Dutifully, I returned every two weeks, sitting in her living room, or her bedroom, at times, pushing her wheelchair in the neighborhood. Few words were spoken. Sherri continued to ricochet between sleepiness and fits of unexplainable rage. The Citizen Advocacy Coordinator checked in. I told her that I wasn't sure that this was going to work, I wasn't sure that Sherri liked me. I wasn't sure she always knew I was there. She assured me that Sherri needed time to trust, she needed to know that I would be coming back. She told me that everyone in her life had left her. Her parents had never known her and were likely coached to give her up. Staff came into her life and left. The anger was her only way to express the hurt, powerlessness, and fear she no doubt felt. She explained that Sherri's medication could be causing the sleepiness.
Something - I honestly don't know what - made me stay with Sherri. Over time, small moments of comfort filled in the gaps. She spoke more often, and I began to understand at times. I attended meetings about her care, the programs she was involved in. She met my family; she came to a family dinner. She met my circle of friends, who over time came to embrace Sherri. Our visits moved from her home and neighborhood, to new destinations. We went to movies, to dinner. We went shopping. When she found a boyfriend, we double-dated.
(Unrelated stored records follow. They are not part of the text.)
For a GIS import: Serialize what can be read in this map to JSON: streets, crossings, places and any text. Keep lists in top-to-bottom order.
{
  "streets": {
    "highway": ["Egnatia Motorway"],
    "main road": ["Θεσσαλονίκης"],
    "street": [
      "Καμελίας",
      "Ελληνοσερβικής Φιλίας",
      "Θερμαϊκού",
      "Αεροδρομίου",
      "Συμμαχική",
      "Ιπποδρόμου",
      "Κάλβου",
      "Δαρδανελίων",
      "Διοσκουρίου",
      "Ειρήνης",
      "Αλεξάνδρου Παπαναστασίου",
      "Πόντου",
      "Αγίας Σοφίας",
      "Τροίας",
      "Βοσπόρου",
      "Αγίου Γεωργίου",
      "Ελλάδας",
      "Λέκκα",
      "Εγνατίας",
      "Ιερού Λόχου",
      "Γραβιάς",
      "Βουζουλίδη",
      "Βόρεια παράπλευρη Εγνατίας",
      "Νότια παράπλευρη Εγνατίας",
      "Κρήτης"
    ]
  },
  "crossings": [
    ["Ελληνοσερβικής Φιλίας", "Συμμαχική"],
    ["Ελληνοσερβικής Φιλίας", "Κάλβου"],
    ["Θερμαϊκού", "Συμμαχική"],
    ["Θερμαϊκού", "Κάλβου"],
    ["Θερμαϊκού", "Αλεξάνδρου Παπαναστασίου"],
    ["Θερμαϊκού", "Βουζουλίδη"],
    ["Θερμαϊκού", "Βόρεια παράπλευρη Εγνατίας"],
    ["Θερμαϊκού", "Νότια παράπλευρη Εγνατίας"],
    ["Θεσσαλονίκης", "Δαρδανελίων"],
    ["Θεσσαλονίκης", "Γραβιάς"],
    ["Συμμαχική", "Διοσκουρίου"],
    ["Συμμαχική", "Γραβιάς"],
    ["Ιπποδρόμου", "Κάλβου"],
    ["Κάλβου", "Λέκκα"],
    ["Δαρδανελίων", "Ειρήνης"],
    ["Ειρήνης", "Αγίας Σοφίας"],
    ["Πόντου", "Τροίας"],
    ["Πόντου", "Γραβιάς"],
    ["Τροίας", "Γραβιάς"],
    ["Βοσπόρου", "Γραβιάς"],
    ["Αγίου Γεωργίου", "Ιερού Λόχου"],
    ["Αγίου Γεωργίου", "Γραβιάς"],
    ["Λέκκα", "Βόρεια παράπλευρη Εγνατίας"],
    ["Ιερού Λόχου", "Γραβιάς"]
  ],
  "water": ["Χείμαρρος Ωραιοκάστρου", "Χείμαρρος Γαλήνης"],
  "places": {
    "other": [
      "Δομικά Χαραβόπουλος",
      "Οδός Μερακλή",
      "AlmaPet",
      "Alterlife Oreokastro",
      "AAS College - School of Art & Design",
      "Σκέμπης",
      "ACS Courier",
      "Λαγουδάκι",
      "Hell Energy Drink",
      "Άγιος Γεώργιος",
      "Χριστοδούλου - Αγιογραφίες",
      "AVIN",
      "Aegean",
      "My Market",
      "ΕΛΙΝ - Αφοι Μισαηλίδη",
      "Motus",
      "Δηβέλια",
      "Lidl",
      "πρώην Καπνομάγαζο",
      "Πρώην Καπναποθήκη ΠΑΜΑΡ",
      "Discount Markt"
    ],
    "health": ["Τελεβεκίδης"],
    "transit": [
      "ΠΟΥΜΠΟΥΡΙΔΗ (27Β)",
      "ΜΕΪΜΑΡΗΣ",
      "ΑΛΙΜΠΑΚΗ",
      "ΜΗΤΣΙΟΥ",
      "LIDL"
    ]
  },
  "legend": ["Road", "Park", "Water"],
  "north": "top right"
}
And then one day, she asked for my help to move out, to a place of her own. I was dumbfounded. She couldn't speak very well, couldn't care for herself, she didn't work, couldn't read, and wasn't able to count money. I was barely an adult myself, and in my mind she was completely vulnerable, in need of care and protection. But, she insisted. She persisted. And so we dreamed together of a plan and we challenged the system to provide money directly to her rather than to the group home, to hire her own caregivers. Over time, she moved into her own apartment, with a roommate.
Like our first visit, it was imperfect. I received urgent calls when they ran out of toilet paper, and was called when the neighbour in the adjoining apartment was upset by Sherri's screaming. I was called the day of the flood, when her roommate had forgotten to turn off the tap. I arrived to find the parquet flooring buckled and Sherri teary and distraught. I wondered if this would ever work; if I could keep it up.
Over time, I became a mother, and Sherri became an "aunt". She decided she hated roommates and moved into a new apartment on her own. She got birds and wonderful staff. Things settled. We attended family weddings, holiday celebrations, and funerals together. She quit her day program and decided to create her own meaningful days: gardening, helping with laundry, doing the things she loved to do. She took pride in her place and understood her valued status in our now, shared family.
When my dad became sick, it was Sherri who reached out, calling each day to check in, offering me her words of comfort and support.
For many years I had believed - unconsciously at least - that I was "doing something" for Sherri. As my dad's health declined, I was powerfully reminded by those loving calls from Sherri, that we were friends, doing something, as friends do, for each other.